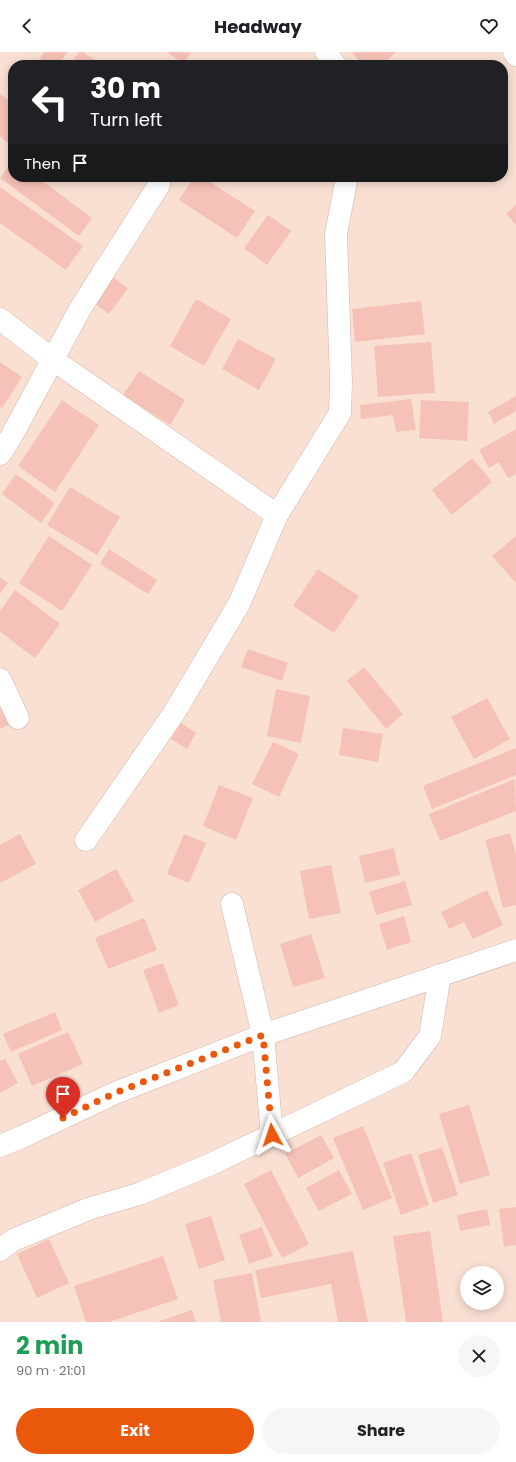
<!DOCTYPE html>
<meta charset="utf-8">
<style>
body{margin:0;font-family:Poppins,sans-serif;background:#f6f6f6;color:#202124;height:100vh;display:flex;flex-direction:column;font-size:15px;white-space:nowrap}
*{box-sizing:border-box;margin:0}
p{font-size:13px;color:#757577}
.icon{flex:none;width:22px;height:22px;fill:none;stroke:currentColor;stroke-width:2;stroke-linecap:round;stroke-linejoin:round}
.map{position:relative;height:1270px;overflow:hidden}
.details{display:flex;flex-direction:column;background:#fff;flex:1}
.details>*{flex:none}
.banner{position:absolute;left:8px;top:8px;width:500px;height:122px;border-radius:16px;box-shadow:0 2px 10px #0003;background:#202124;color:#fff;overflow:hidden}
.controls{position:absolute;left:460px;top:1214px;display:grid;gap:8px}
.controls a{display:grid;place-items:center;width:44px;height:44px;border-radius:50%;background:#fff;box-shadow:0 2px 10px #0003;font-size:20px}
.pin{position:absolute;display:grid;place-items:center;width:34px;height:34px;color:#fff;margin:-41px -17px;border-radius:50% 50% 50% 0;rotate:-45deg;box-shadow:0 0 4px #0007}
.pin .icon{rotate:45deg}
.me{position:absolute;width:44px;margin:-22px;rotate:355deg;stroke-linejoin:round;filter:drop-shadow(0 0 3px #0008)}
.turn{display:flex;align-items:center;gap:14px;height:84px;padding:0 16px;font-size:18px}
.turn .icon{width:52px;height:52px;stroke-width:2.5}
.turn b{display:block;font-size:28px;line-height:34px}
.then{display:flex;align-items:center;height:38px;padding:0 16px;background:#0003;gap:8px;font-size:15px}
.round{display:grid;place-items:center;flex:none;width:42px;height:42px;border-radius:21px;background:#f6f6f6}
.summary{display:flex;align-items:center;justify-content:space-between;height:68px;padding:0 16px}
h1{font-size:24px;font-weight:700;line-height:30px;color:#1e9e55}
.action{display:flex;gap:8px;margin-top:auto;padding:8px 16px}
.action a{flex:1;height:46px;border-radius:24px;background:#ea580c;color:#fff;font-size:16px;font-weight:700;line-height:46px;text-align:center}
.action a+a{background:#f6f6f6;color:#202124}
header{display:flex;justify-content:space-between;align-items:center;height:52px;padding:0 16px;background:#fff;font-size:18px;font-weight:700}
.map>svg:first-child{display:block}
.residential{fill:#f9e0d3;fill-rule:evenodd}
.building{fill:#f6c2b7}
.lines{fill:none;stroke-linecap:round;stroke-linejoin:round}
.minor-casing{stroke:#d3b4aa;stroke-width:23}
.minor{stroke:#fff;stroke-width:22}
.route{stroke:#ea580c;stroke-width:7;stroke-dasharray:0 12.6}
</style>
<header><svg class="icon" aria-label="back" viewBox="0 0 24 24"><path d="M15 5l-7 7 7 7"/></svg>Headway<svg class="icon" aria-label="heart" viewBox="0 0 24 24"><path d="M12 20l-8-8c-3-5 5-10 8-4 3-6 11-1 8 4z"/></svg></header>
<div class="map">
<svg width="516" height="1270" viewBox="0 0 516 1270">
<rect width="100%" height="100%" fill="#feede2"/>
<path class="residential" d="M 0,0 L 516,0 L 516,1270 L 0,1270 ZM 13,13 L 503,13 L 503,125 L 13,125 ZM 467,1221 L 497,1221 L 497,1251 L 467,1251 Z"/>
<g class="building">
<path d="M 44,0 L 67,0 L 59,13 L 36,13 Z"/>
<path d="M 79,0 L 83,0 L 95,8 L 92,13 L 70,13 Z"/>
<path d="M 166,0 L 191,0 L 184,11 Z"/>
<path d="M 352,0 L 397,0 L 380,13 L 362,13 Z"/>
<path d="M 0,42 L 13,52 L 13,88 L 9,92 L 0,84 Z"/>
<path d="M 13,108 L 13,125 L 37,125 L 92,166 L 79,184 L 0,126 Z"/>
<path d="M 194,125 L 202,125 L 255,159 L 237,186 L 179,148 Z"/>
<path d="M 0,135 L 83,194 L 66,218 L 0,171 Z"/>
<path d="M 516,153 L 516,173 L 506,162 Z"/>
<path d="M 268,163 L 291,179 L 267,213 L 244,196 Z"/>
<path d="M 113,225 L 128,236 L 109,262 L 94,251 Z"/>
<path d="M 196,247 L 231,267 L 204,314 L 170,294 Z"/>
<path d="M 421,249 L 425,282 L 355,290 L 352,257 Z"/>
<path d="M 238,287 L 276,307 L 259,338 L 222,317 Z"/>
<path d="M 431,290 L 435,341 L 378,345 L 374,294 Z"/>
<path d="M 0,310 L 22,325 L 2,356 L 0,355 Z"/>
<path d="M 139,319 L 185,348 L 170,373 L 123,343 Z"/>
<path d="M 516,344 L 516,359 L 494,372 L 488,360 Z"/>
<path d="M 411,347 L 416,378 L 396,380 L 393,363 L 361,367 L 360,353 Z"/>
<path d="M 62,348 L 99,373 L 55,440 L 18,414 Z"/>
<path d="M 421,348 L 469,350 L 467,389 L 419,386 Z"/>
<path d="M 516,377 L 516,422 L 508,426 L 499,410 L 489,416 L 479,398 Z"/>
<path d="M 472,406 L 492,430 L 452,463 L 432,438 Z"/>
<path d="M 16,422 L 55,451 L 41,471 L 2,442 Z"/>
<path d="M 70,435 L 120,465 L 97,503 L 47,473 Z"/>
<path d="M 49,484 L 92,513 L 62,559 L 19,531 Z"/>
<path d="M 516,484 L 516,531 L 492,504 Z"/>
<path d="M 109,497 L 157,528 L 148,542 L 100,512 Z"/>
<path d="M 318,517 L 359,544 L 334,581 L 293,554 Z"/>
<path d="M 0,525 L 8,531 L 0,542 Z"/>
<path d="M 15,538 L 60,572 L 35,606 L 0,580 L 0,559 Z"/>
<path d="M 248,597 L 288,611 L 282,629 L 241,615 Z"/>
<path d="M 364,615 L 403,662 L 386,677 L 347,629 Z"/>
<path d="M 276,637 L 310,644 L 301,691 L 267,684 Z"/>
<path d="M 487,646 L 510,687 L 474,707 L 451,665 Z"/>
<path d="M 0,656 L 9,673 L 0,677 Z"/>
<path d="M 181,671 L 196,681 L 187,697 L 171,687 Z"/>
<path d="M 343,676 L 383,682 L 378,710 L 339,703 Z"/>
<path d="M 273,690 L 299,702 L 279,745 L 252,732 Z"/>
<path d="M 516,696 L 516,723 L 432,757 L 423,734 Z"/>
<path d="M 515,727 L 516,759 L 440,789 L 429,762 Z"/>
<path d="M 219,733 L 253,746 L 236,788 L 203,774 Z"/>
<path d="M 510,781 L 516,803 L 516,853 L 503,856 L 485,788 Z"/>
<path d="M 20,782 L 36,812 L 0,831 L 0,793 Z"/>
<path d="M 184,782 L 206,791 L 189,831 L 167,822 Z"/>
<path d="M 394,796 L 400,823 L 365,831 L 359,804 Z"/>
<path d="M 331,813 L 341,861 L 309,867 L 300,819 Z"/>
<path d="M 116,817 L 134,849 L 95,870 L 78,838 Z"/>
<path d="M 405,829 L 412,853 L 376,863 L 369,840 Z"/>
<path d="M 487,838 L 503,873 L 473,887 L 464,870 L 449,877 L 441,860 Z"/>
<path d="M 404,864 L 411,890 L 387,898 L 379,872 Z"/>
<path d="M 144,866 L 157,898 L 108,917 L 95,886 Z"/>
<path d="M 311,882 L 325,926 L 293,935 L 280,892 Z"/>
<path d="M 163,911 L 179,953 L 159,961 L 143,918 Z"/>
<path d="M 55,960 L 62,978 L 11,1000 L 3,982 Z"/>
<path d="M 68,980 L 83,1012 L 32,1034 L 18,1002 Z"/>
<path d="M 5,1007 L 18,1031 L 0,1041 L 0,1009 Z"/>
<path d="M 469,1053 L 490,1123 L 460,1132 L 439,1062 Z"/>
<path d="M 363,1074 L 392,1146 L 363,1158 L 333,1086 Z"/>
<path d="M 321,1083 L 334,1106 L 298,1126 L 285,1102 Z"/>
<path d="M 442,1095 L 458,1143 L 433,1151 L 418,1103 Z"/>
<path d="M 411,1101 L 429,1153 L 401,1163 L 383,1111 Z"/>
<path d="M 271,1118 L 309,1192 L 282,1206 L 244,1132 Z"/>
<path d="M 339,1118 L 352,1142 L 319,1159 L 306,1136 Z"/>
<path d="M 516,1155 L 516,1193 L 504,1195 L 499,1157 Z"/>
<path d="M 487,1157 L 490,1173 L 460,1179 L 457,1163 Z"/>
<path d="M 211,1164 L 225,1208 L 199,1217 L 185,1172 Z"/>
<path d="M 262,1175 L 273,1204 L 249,1212 L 239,1183 Z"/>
<path d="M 430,1179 L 443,1270 L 406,1270 L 393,1184 Z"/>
<path d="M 49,1187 L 69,1231 L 37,1246 L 17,1202 Z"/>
<path d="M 353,1199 L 368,1270 L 338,1270 L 331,1232 L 261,1246 L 255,1218 Z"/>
<path d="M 163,1204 L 178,1247 L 109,1270 L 86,1270 L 74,1234 Z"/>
<path d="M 252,1221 L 261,1270 L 221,1270 L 213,1228 Z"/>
<path d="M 192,1258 L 196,1270 L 157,1270 Z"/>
</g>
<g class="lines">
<defs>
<g id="minor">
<path d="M 326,0 L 335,13"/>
<path d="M 514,0 L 516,3"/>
<path d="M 0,267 L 52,307 L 277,463 L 239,552 L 174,661 L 86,788"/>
<path d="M 0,402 L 11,385 L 80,257 L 159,133"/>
<path d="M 277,463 L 340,361 L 341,330 L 336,182 L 347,125"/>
<path d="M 0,627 L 18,666"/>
<path d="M 272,1083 L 263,983 L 516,898"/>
<path d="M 0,1094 L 24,1084 L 115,1041 L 263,983 L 232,852"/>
<path d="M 0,1198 L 13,1188 L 91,1156 L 139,1142 L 209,1113 L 403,1020 L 430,984 L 440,923"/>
</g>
</defs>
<use href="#minor" class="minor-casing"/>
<use href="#minor" class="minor"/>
</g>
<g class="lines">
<path class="route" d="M 63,1066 L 115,1041 L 263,983 L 272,1083"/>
</g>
</svg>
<div class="controls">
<a><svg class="icon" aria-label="layers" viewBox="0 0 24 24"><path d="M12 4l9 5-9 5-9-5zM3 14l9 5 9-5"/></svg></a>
</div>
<div class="pin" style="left:63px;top:1066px;background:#d93025"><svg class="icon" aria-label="arrive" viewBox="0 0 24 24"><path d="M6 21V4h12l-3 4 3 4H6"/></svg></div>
<svg class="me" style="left:272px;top:1083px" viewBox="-20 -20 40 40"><path d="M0-17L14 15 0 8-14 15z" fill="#ea580c" stroke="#fff" stroke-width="4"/></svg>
<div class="banner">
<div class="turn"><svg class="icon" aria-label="left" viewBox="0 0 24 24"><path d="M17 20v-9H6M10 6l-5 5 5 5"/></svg><div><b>30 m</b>Turn left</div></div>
<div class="then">Then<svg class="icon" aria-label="arrive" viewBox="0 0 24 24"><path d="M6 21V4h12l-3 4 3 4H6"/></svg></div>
</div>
</div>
<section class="details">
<div class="summary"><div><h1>2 min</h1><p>90 m · 21:01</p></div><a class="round"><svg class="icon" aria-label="close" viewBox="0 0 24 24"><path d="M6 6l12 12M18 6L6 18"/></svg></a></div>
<div class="action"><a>Exit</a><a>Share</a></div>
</section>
-*-
ASSIGNMENT ▸ All that is needed is how many lines of the listing hold the word "shadow", stated as one number.

EXERCISE OUTPUT ▸ 4